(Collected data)
● ● ● ●
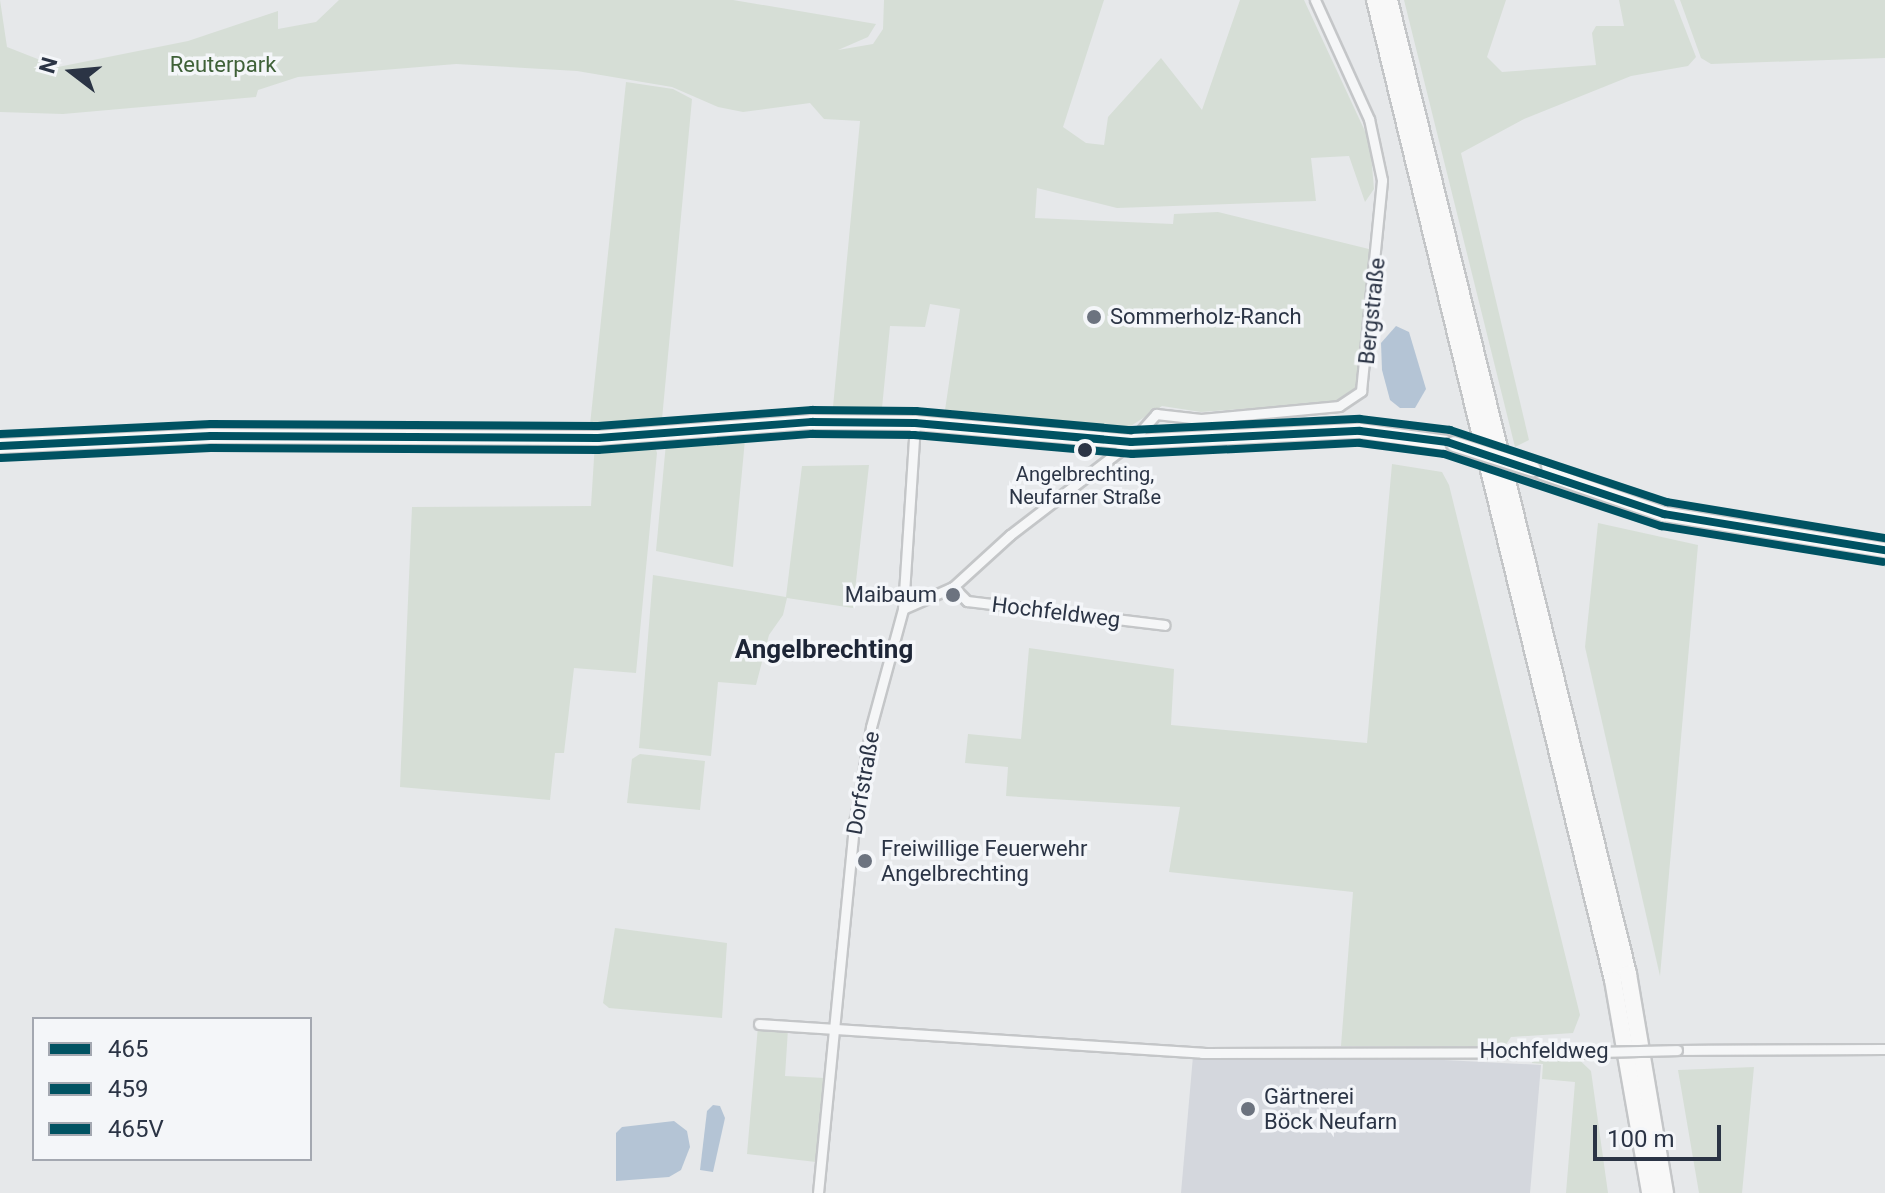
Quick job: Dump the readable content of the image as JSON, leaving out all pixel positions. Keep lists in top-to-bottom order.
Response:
{
  "streets": {
    "street": ["Bergstraße", "Hochfeldweg", "Dorfstraße"]
  },
  "crossings": [
    ["Bergstraße", "Hochfeldweg"],
    ["Bergstraße", "Dorfstraße"],
    ["Hochfeldweg", "Dorfstraße"]
  ],
  "districts": ["Angelbrechting"],
  "parks": ["Reuterpark"],
  "places": [
    "Sommerholz-Ranch",
    "Angelbrechting, Neufarner Straße",
    "Maibaum",
    "Freiwillige Feuerwehr Angelbrechting",
    "Gärtnerei Böck Neufarn"
  ],
  "lines": ["transit line 465V", "transit line 465", "transit line 459"],
  "legend": ["465", "459", "465V"],
  "scale_bar": "100 m",
  "north": "left"
}
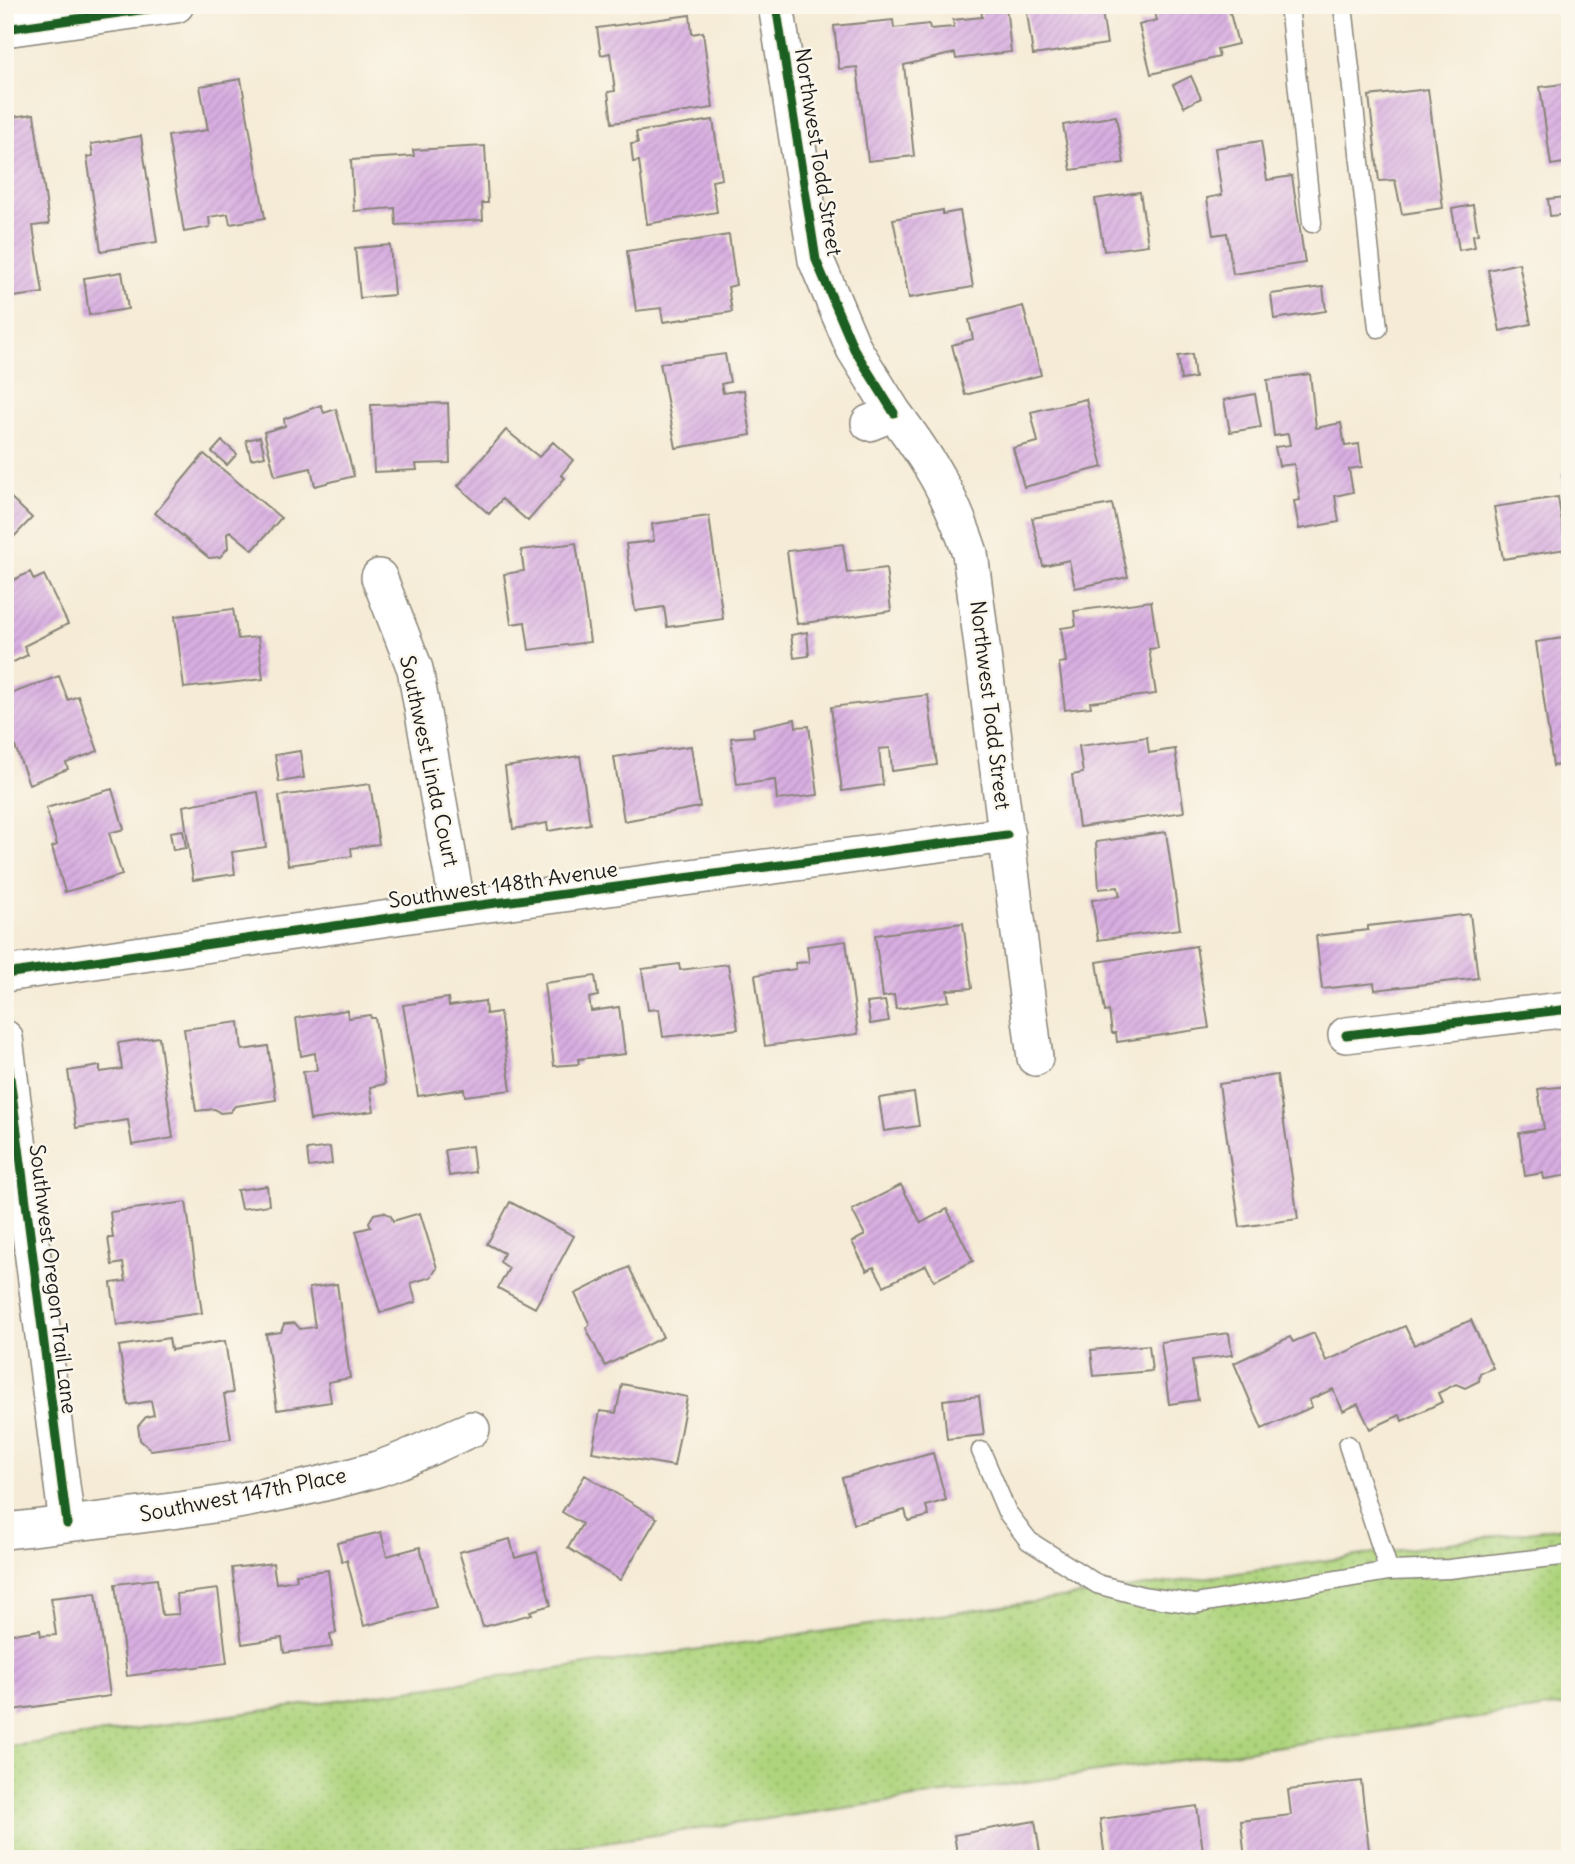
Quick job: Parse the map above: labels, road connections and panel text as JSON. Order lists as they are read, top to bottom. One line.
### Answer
{"streets":{"street":["Northwest Todd Street","Southwest Linda Court","Southwest 148th Avenue","Southwest Oregon Trail Lane","Southwest 147th Place"]},"crossings":[["Northwest Todd Street","Southwest 148th Avenue"],["Southwest Linda Court","Southwest 148th Avenue"],["Southwest Oregon Trail Lane","Southwest 147th Place"]]}
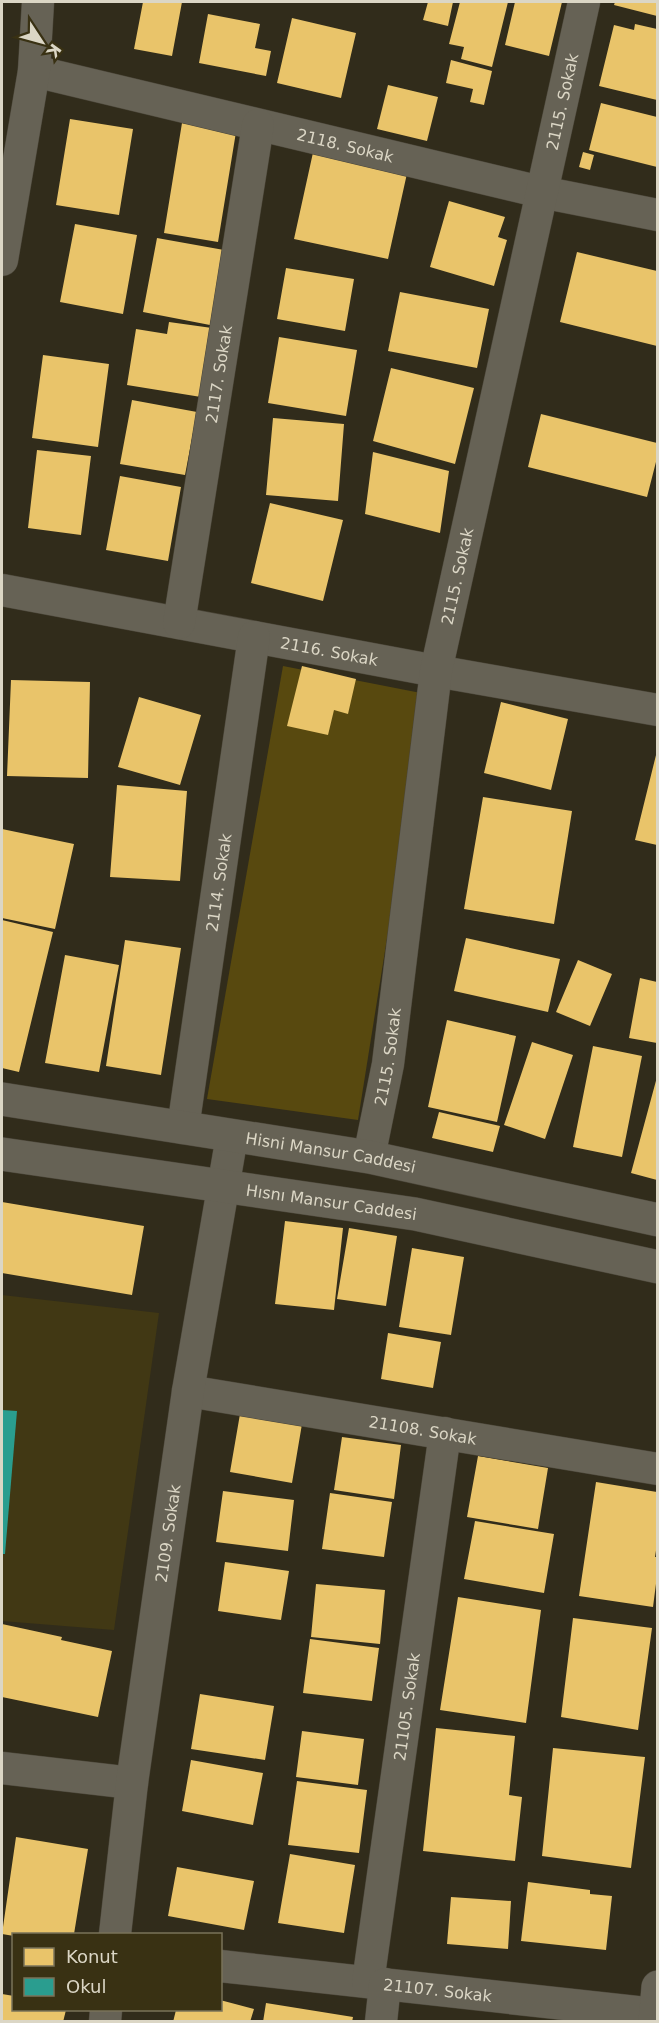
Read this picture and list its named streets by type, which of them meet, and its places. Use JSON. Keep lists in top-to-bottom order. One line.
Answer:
{"streets":{"main road":["Hisni Mansur Caddesi","Hısnı Mansur Caddesi"],"street":["2115. Sokak","2118. Sokak","2117. Sokak","2116. Sokak","2114. Sokak","21108. Sokak","2109. Sokak","21105. Sokak","21107. Sokak"]},"crossings":[["2115. Sokak","2118. Sokak"],["2115. Sokak","2116. Sokak"],["2115. Sokak","Hisni Mansur Caddesi"],["2118. Sokak","2117. Sokak"],["2117. Sokak","2116. Sokak"],["2116. Sokak","2114. Sokak"],["2114. Sokak","Hisni Mansur Caddesi"],["Hisni Mansur Caddesi","2109. Sokak"],["Hısnı Mansur Caddesi","2109. Sokak"],["21108. Sokak","2109. Sokak"],["21108. Sokak","21105. Sokak"],["21105. Sokak","21107. Sokak"]],"legend":["Konut","Okul"],"north":"bottom right"}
● ● ● ●
WORK TASK:
The word "Quick" appears on some lines of the data above; count those lines and return only the number.

ANSWER BOX:
2